Nevertheless it was only three years later, after settling into an easy partnership with the house, that Fiona felt ready to begin the major renovations Andy had suggested.
The key design feature was a 2m-wide hallway down the middle. “Andy said it would give the house its strength and he was right.”
This generous bisection not only brings a spacious feel and symmetry to the home, it also acts as a channel for views. From the kitchen bench, you can look down its length to a cityscape framed by the arched entrance to the small original front balcony.
Completely reconfiguring the existing rooms and adding an open-plan dining/kitchen and living zone with a cathedral ceiling out back was a serious nine-month undertaking. But the builders – Craig Berntsen and his team – were equal to the task. Both God and the devil were in the detail. Framing around doors had to be millimetre-perfect.
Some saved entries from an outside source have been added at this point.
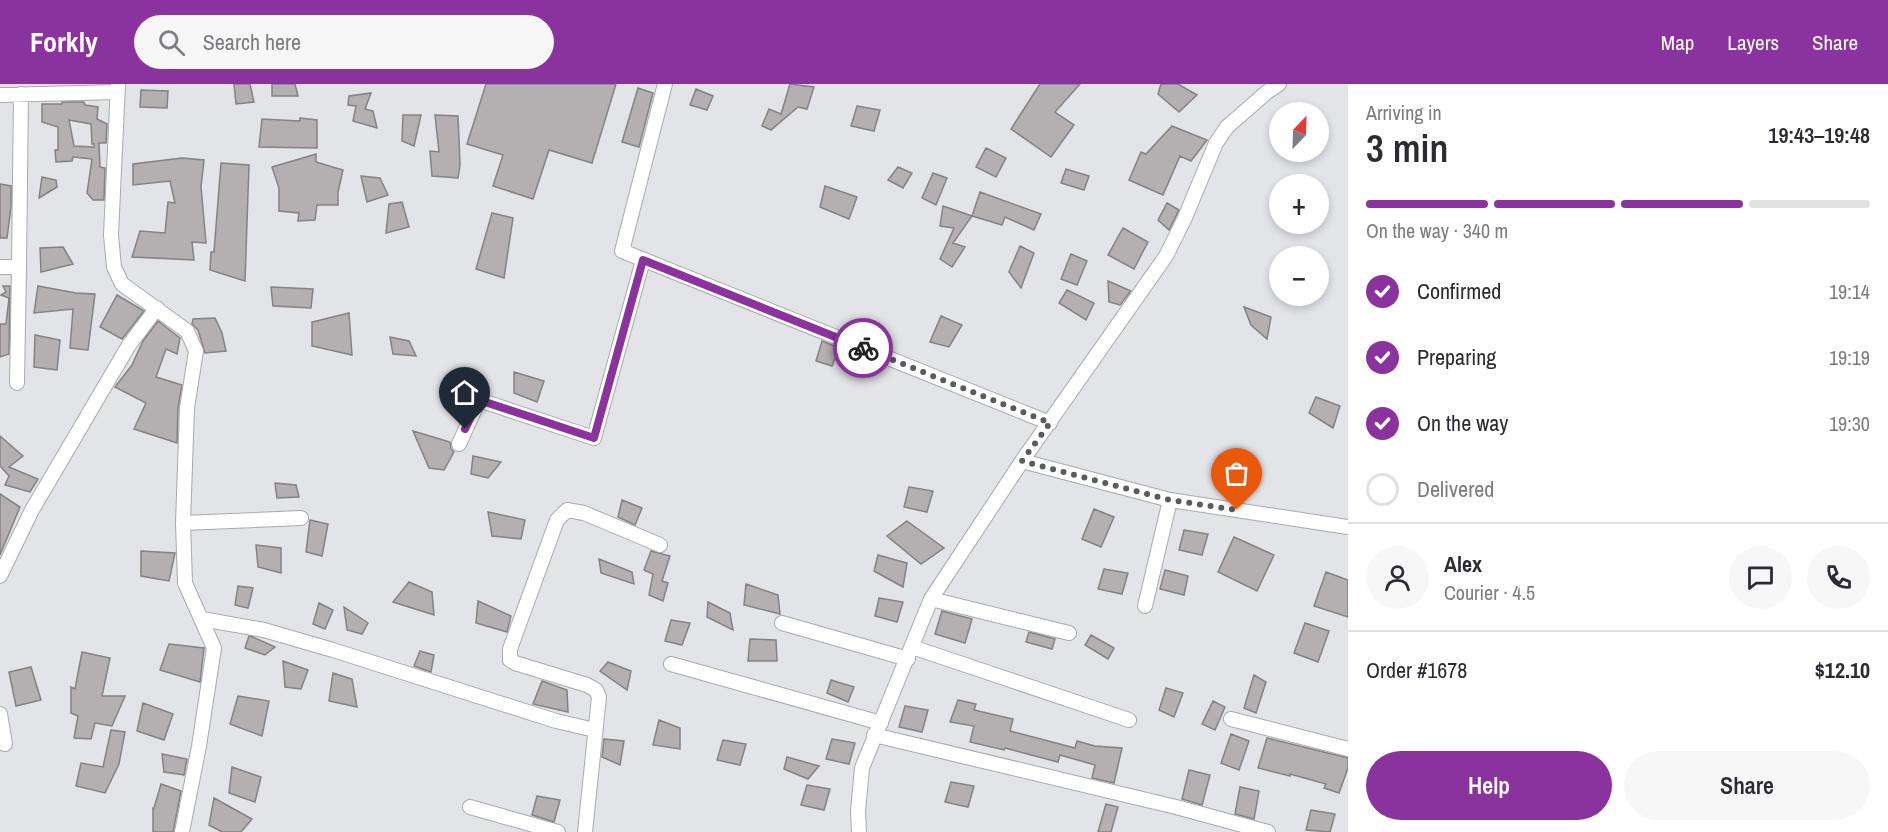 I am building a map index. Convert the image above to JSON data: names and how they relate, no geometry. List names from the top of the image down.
{
  "north": "top right",
  "page": {
    "header": "Forkly",
    "search": "Search here",
    "nav": ["Map", "Layers", "Share"],
    "heading": ["3 min", "Arriving in", "19:43–19:48"],
    "panel": [
      "Alex",
      "Courier · 4.5",
      "Order #1678",
      "$12.10"
    ],
    "map_buttons": ["+", "−"],
    "bar": "On the way · 340 m",
    "list": [
      ["Confirmed", "19:14"],
      ["Preparing", "19:19"],
      ["On the way", "19:30"],
      "Delivered"
    ],
    "buttons": ["Help", "Share"]
  }
}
Strength and co-ordination were needed to install the heavy ceiling beams and some of the original windows were fitted elsewhere. It was a job requiring fiendish exactitude, with a heavenly outcome.
Today, 10 years later, the builder remains a family friend. “It was the most wonderful, funny time,” says Fiona. “The only stressful part was writing the cheques.”
The house’s roof “shout” is now the stuff of legends. “Early in the evening the guys stood up and sang a waiata – and the singing never stopped.”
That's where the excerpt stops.